The commissioner, Kendall L. Simmons, at a Monday preliminary hearing waived his right to contest the felony charges related to alleged threats against another advisory commissioner in Ward 8. He remains free after being arrested Jan. 25 by D.C. police on suspicion of attempted threats and threats to kidnap or injure.

A grand jury will now look at the case, court files show.

In an affidavit for an arrest warrant, D.C. police said a commissioner filed a complaint that Simmons, 28, had threatened him following a commission meeting Jan. 9 outside the RISE Center on the St. Elizabeth’s East campus.

Advisory neighborhood commissioners are elected to two-year terms without pay to represent residents at the neighborhood level.

The complaining commissioner told police that Simmons had threatened to shoot him in the head in response to a dispute about Simmons’s election to the chairman’s seat for the 8E commission, a seven-seat body of commissioners in Ward 8.

Christopher Hawthorne told The Washington Post that he is the commissioner named in the complaint.

Police said Hawthorne reported that Simmons had threatened him on two previous occasions, the police affidavits state.

“He’s innocent, and we will try our case in court,” said Simmons’s attorney Gretchen Franklin, who declined to comment further about the pair of cases.

Judge Rainey Brandt modified a stay-away order to allow Simmons to attend ANC meetings, but the order continued to ban him from contacting his accuser outside the monthly sessions.

Simmons is serving his second term as commissioner for ANC E04, a seat he first won in 2016 with 468 votes to the second-place finisher’s 400, according to D.C. Board of Elections data. He won reelection in November by a 43-vote margin.

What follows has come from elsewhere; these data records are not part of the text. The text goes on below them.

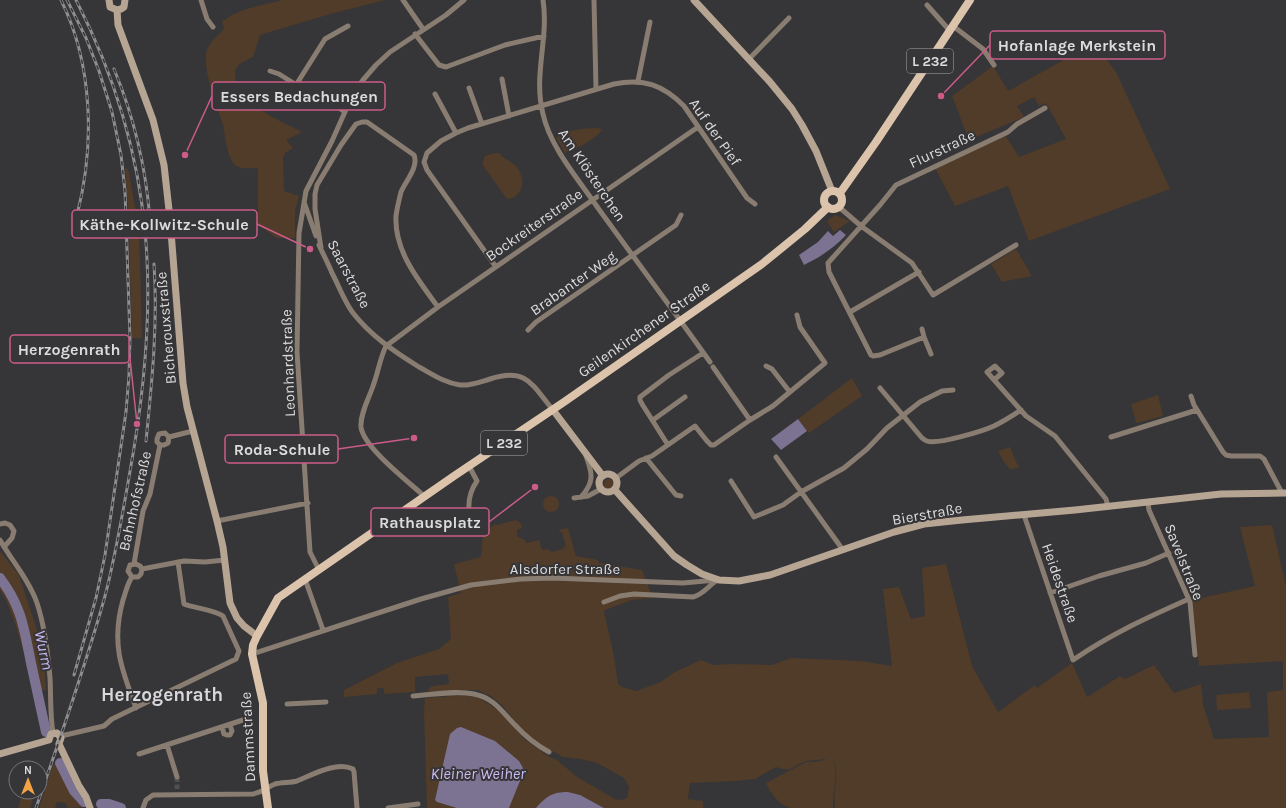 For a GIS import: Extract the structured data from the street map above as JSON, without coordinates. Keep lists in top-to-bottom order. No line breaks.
{"streets":{"main road":["L 232","Bicherouxstraße","Geilenkirchener Straße","Bierstraße","Dammstraße"],"street":["Auf der Pief","Flurstraße","Am Klösterchen","Bockreiterstraße","Saarstraße","Brabanter Weg","Leonhardstraße","Bahnhofstraße","Savelstraße","Alsdorfer Straße","Heidestraße"]},"crossings":[["L 232","Geilenkirchener Straße"],["L 232","Dammstraße"],["Auf der Pief","Am Klösterchen"],["Auf der Pief","Bockreiterstraße"],["Am Klösterchen","Bockreiterstraße"],["Am Klösterchen","Brabanter Weg"],["Am Klösterchen","Geilenkirchener Straße"],["Bockreiterstraße","Saarstraße"],["Saarstraße","Geilenkirchener Straße"],["Saarstraße","Leonhardstraße"],["Bicherouxstraße","Geilenkirchener Straße"],["Bicherouxstraße","Bahnhofstraße"],["Bicherouxstraße","Dammstraße"],["Geilenkirchener Straße","Leonhardstraße"],["Geilenkirchener Straße","Dammstraße"],["Bierstraße","Savelstraße"],["Bierstraße","Alsdorfer Straße"],["Bierstraße","Heidestraße"],["Savelstraße","Heidestraße"],["Alsdorfer Straße","Dammstraße"]],"districts":["Herzogenrath"],"water":["Wurm","Kleiner Weiher"],"places":["Hofanlage Merkstein","Essers Bedachungen","Käthe-Kollwitz-Schule","Herzogenrath","Roda-Schule","Rathausplatz"],"north":"top"} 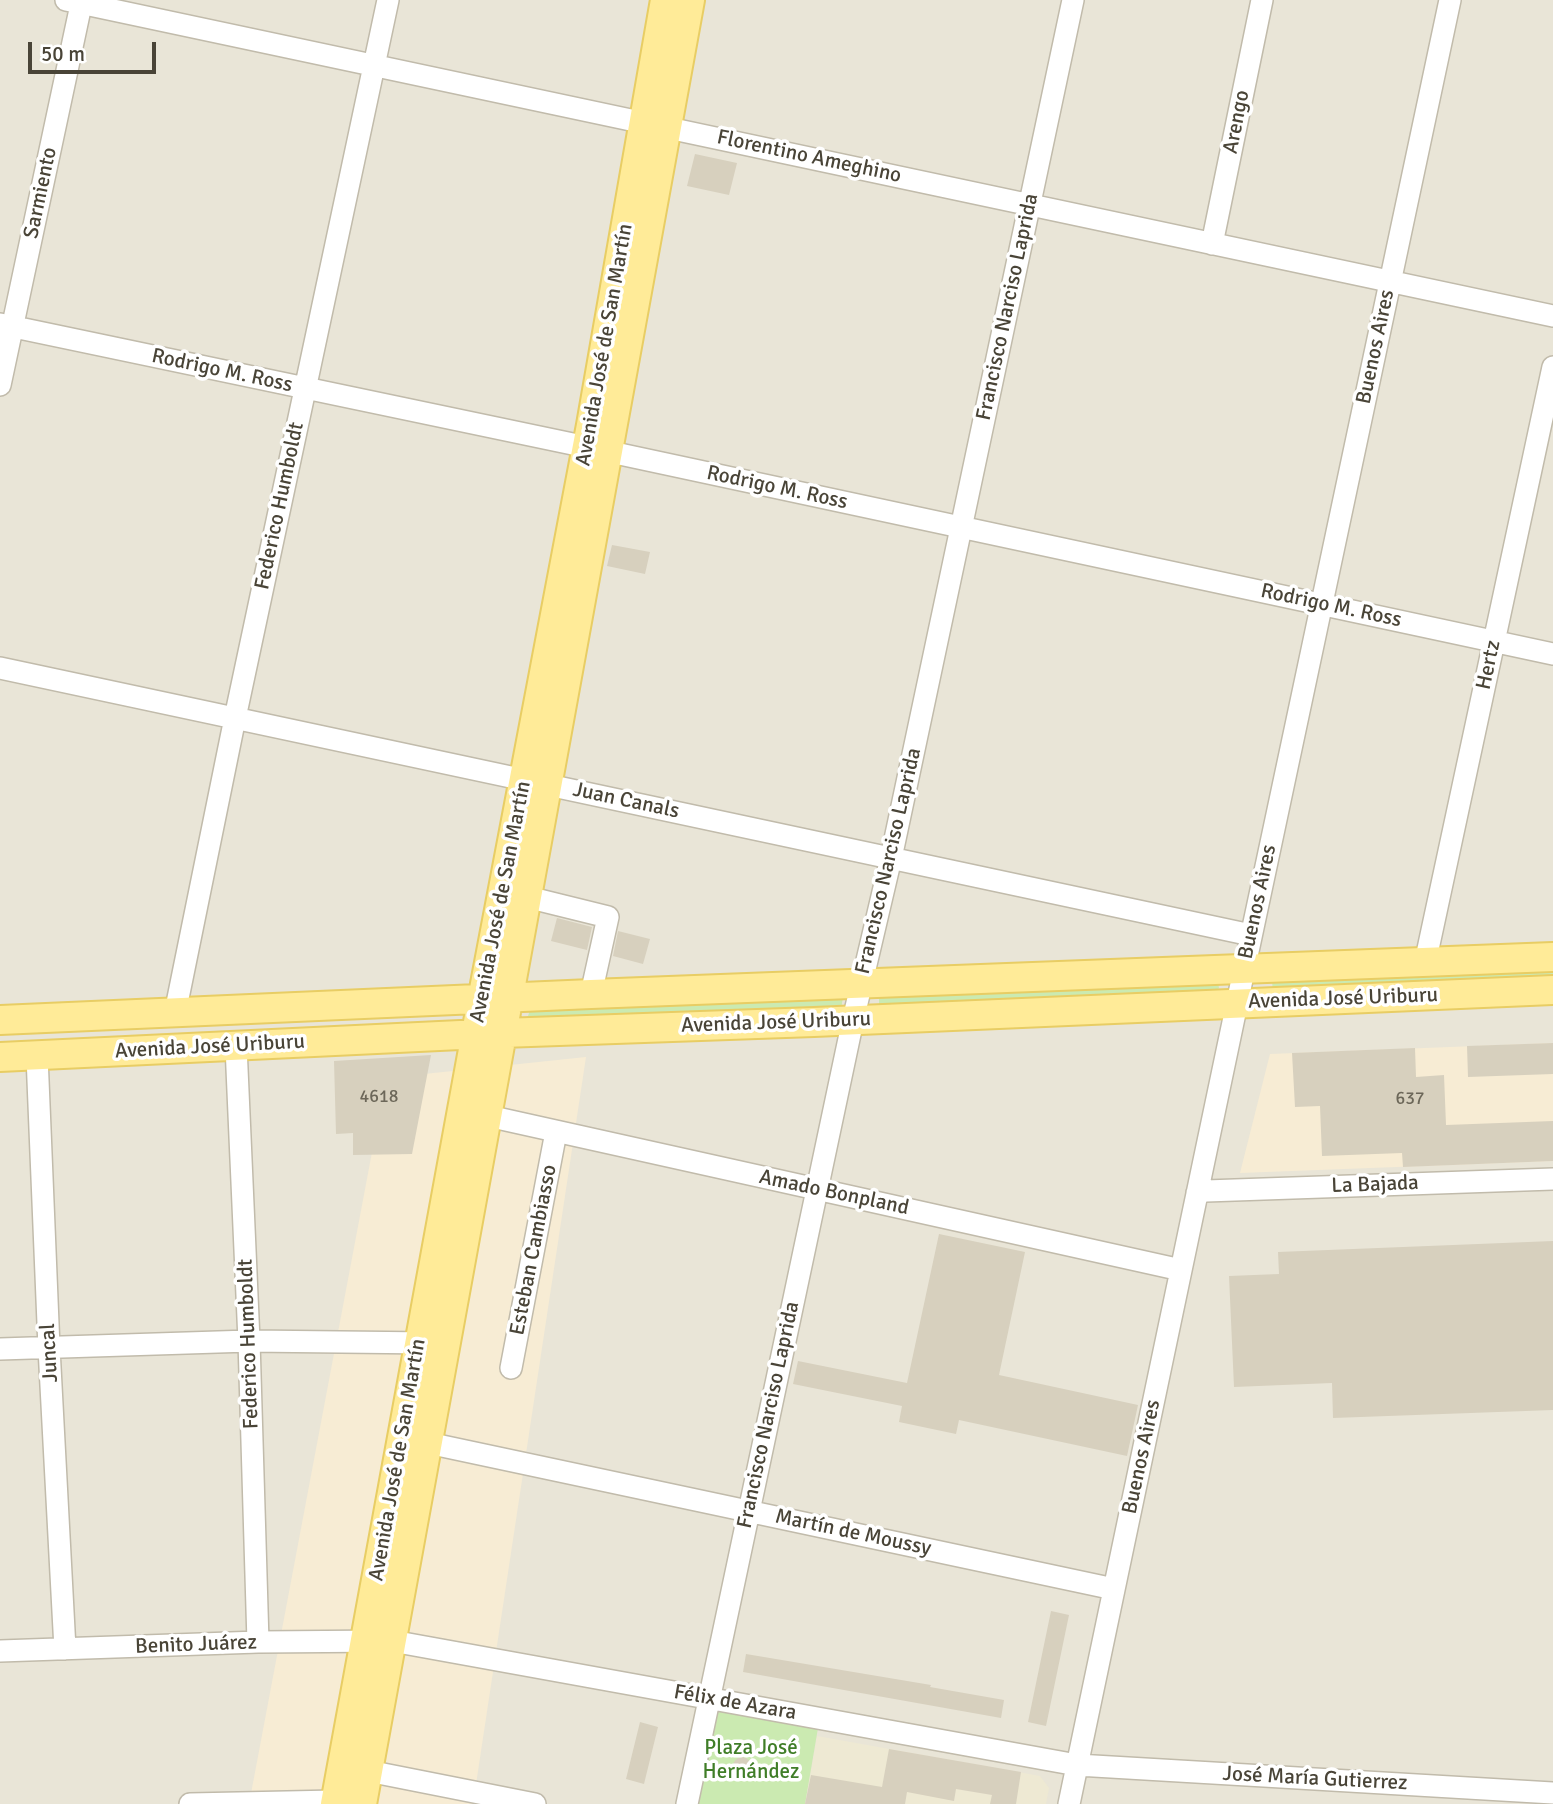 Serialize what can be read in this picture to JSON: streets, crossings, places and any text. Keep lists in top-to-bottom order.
{
  "streets": {
    "main road": ["Avenida José de San Martín", "Avenida José Uriburu"],
    "street": [
      "Arengo",
      "Florentino Ameghino",
      "Sarmiento",
      "Francisco Narciso Laprida",
      "Buenos Aires",
      "Rodrigo M. Ross",
      "Federico Humboldt",
      "Hertz",
      "Juan Canals",
      "La Bajada",
      "Amado Bonpland",
      "Esteban Cambiasso",
      "Juncal",
      "Martín de Moussy",
      "Benito Juárez",
      "Félix de Azara",
      "José María Gutierrez"
    ]
  },
  "crossings": [
    ["Arengo", "Florentino Ameghino"],
    ["Florentino Ameghino", "Sarmiento"],
    ["Florentino Ameghino", "Francisco Narciso Laprida"],
    ["Florentino Ameghino", "Avenida José de San Martín"],
    ["Florentino Ameghino", "Buenos Aires"],
    ["Florentino Ameghino", "Federico Humboldt"],
    ["Sarmiento", "Rodrigo M. Ross"],
    ["Francisco Narciso Laprida", "Rodrigo M. Ross"],
    ["Francisco Narciso Laprida", "Juan Canals"],
    ["Francisco Narciso Laprida", "Avenida José Uriburu"],
    ["Francisco Narciso Laprida", "Amado Bonpland"],
    ["Francisco Narciso Laprida", "Martín de Moussy"],
    ["Francisco Narciso Laprida", "Félix de Azara"],
    ["Avenida José de San Martín", "Rodrigo M. Ross"],
    ["Avenida José de San Martín", "Juan Canals"],
    ["Avenida José de San Martín", "Avenida José Uriburu"],
    ["Avenida José de San Martín", "Amado Bonpland"],
    ["Avenida José de San Martín", "Martín de Moussy"],
    ["Avenida José de San Martín", "Benito Juárez"],
    ["Avenida José de San Martín", "Félix de Azara"],
    ["Buenos Aires", "Rodrigo M. Ross"],
    ["Buenos Aires", "Juan Canals"],
    ["Buenos Aires", "Avenida José Uriburu"],
    ["Buenos Aires", "La Bajada"],
    ["Buenos Aires", "Amado Bonpland"],
    ["Buenos Aires", "Martín de Moussy"],
    ["Buenos Aires", "Félix de Azara"],
    ["Buenos Aires", "José María Gutierrez"],
    ["Rodrigo M. Ross", "Federico Humboldt"],
    ["Rodrigo M. Ross", "Hertz"],
    ["Federico Humboldt", "Juan Canals"],
    ["Federico Humboldt", "Avenida José Uriburu"],
    ["Federico Humboldt", "Benito Juárez"],
    ["Hertz", "Avenida José Uriburu"],
    ["Avenida José Uriburu", "Juncal"],
    ["Amado Bonpland", "Esteban Cambiasso"],
    ["Juncal", "Benito Juárez"],
    ["Benito Juárez", "Félix de Azara"],
    ["Félix de Azara", "José María Gutierrez"]
  ],
  "parks": ["Plaza José Hernández"],
  "house_numbers": ["4618", "637"],
  "scale_bar": "50 m"
}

Hawthorne told police that Simmons first threatened him at a meeting Dec. 3, when Hawthorne was appointed acting chairman of the 8E commission, according to court files and an interview with Hawthorne. Simmons told Hawthorne he would take out his gun and pistol whip him, court records said.

Simmons then was elected to the chairmanship at the Jan. 7 meeting, but the vote was later nullified over a dispute about an ineligible voter, the arrest affidavit states, and a new vote was set.

The dispute between the commissioners reignited two days later after a meeting of all Ward 8 commissioners at RISE Center, according to court documents and Hawthorne.

In the arrest complaint, detectives quoted Simmons as saying people were lucky they “didn’t get on my bad side. . . . You know that if you would have got on my bad side, I would [have] shot you in the head. I don’t care nothing about your family.”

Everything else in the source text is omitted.